2. A Câmara vai passar as competências sobre manifestações à Polícia Municipal, que limitará a partilha de informação em qualquer manifestação relativa a países estrangeiros apenas e só à PSP e ao Ministério da Administração Interna (MAI).
3. O gabinete de apoio à presidência, de onde saíam os e-mails para as embaixadas, será extinto e substituído por um novo departamento, denominado “divisão de expediente”.
4. Medina vai propor a exoneração do encarregado de proteção de dados e coordenador desta unidade.
5. Será também pedida uma análise externa “à robustez” desta estrutura de proteção de dados da Câmara. Medina disse mesmo que a autarquia vai sair mais forte deste caso e “será um organismo de excelência em relação à proteção de dados”.
As conclusões da auditoria serão enviadas para a comissão de proteção de dados e para o Ministério Público.
Caso de 2019 violou normas de 2012 e 2013, admite Medina
Na ronda de perguntas que se seguiu, o Expresso quis saber como se explica que o presidente da Câmara não soubesse do envio de dados a embaixadas quando, em 2019, surgiram notícias sobre as queixas de ativistas pró-Palestina, que reclamavam da partilha de informação com a embaixada de Israel em Lisboa. Medina respondeu que o caso é diferente do que agora foi tornado público pelos ativistas russos.
A única comunicação que foi feita à representação israelita foi a de que haveria uma manifestação contra o governo do país. "Não houve perceção da violação dos dados pessoais. Não houve nenhum alerta a partir desse caso de 2019."
Esse facto, por si só, já violou duas normas do município, admitiu Medina. Uma de 2012, que dizia que o aviso só devia ser dado se o protesto fosse junto à embaixada, o que não era o caso, e uma norma posterior, de 2013, que definia que esses avisos só deviam ser feitos à PSP e ao MAI.
Por isso, defendeu-se, o presidente da Câmara não foi informado. E por isso Medina disse, em entrevista à RTP a propósito do caso russo, que era natural as embaixadas serem avisadas sempre que houvesse um protesto em frente às sedes. “Quando prestei essas declarações, a informação que tinha era do despacho de 2012.”

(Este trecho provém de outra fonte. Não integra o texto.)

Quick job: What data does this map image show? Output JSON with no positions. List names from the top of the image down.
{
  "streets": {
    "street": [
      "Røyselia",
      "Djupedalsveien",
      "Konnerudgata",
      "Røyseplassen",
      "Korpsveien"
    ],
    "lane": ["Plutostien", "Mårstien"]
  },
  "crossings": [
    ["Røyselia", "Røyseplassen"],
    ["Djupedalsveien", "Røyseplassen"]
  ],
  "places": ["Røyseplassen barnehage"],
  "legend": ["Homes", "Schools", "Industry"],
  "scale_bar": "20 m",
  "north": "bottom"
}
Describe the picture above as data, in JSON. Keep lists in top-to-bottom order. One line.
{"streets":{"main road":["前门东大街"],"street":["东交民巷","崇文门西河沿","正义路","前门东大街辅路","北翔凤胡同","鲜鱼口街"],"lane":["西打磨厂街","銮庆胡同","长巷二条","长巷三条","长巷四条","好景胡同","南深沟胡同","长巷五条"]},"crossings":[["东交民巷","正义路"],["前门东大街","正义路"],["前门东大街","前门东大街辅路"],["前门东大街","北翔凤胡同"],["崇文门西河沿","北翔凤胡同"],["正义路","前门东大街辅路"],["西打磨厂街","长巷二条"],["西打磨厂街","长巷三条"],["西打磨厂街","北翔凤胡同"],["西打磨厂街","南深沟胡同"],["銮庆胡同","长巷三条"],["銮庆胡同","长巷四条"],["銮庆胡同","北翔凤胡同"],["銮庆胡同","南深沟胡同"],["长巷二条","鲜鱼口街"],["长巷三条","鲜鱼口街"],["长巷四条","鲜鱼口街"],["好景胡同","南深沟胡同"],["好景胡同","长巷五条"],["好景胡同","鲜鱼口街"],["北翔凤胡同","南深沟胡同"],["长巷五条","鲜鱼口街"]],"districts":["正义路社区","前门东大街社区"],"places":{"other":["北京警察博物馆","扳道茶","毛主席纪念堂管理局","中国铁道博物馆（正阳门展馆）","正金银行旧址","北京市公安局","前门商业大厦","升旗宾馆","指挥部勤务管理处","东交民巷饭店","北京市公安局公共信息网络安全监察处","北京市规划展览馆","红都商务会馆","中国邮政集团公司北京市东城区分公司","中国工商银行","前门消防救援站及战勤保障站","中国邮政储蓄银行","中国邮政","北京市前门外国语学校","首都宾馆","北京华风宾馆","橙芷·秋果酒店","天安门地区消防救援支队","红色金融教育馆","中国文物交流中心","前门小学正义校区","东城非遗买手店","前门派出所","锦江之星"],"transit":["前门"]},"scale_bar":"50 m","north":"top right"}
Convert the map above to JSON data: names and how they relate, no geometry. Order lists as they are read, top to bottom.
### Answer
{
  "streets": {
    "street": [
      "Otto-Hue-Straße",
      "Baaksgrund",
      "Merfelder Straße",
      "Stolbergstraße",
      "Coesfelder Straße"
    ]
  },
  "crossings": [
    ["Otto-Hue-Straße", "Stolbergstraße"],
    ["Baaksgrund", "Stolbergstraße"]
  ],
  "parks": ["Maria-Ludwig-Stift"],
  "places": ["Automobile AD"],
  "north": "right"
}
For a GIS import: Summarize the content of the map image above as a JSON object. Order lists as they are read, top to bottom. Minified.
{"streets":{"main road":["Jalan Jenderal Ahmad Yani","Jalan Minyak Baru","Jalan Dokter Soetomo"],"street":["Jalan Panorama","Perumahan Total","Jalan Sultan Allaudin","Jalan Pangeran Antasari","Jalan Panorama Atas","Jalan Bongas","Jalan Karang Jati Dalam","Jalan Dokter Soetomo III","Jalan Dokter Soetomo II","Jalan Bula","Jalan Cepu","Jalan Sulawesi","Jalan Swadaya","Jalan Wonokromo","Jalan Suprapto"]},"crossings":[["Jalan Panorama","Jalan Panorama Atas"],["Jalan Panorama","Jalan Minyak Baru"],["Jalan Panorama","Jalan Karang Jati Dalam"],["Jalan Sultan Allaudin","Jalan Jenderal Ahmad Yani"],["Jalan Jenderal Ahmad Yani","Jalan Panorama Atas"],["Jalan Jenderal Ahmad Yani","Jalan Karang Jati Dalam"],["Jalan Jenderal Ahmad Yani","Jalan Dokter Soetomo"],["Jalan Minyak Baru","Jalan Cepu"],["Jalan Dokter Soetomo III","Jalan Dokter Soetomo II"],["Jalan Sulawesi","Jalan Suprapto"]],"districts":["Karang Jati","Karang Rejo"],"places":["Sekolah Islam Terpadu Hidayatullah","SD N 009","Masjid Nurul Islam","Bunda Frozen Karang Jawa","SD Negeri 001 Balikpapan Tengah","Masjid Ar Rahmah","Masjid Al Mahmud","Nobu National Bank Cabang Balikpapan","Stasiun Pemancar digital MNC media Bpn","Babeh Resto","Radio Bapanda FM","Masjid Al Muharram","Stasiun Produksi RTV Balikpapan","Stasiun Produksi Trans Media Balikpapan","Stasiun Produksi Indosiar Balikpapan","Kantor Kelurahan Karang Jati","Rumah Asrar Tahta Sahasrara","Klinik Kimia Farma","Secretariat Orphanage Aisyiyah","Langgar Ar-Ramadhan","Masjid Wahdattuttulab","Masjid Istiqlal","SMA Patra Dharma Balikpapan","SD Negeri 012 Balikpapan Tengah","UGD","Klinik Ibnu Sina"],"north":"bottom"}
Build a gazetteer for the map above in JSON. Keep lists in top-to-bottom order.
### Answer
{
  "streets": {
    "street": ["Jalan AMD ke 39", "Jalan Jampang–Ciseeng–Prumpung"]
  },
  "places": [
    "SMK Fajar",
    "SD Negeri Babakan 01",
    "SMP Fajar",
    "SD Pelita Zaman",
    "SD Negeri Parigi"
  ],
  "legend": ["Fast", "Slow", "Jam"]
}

Medina contraria ex-Governador Civil
O último Governador Civil de Lisboa, António Galamba, do PS, afirmou esta semana, na sequência do caso, que era “impensável” serem enviados dados de promotores de protestos a embaixadas. A auditoria apresentada agora por Fernando Medina vem contrariar essa afirmação.
O autarca contou que os avisos eram digitalizados e enviados, algo que o Governo Civil, entidade extinta em 2011, já fazia. “O Governo Civil transmitia na íntegra o aviso da manifestação. Fazia-o por cópia, ou por fax na altura (...) Se lá havia dados pessoais, eles eram transmitidos.”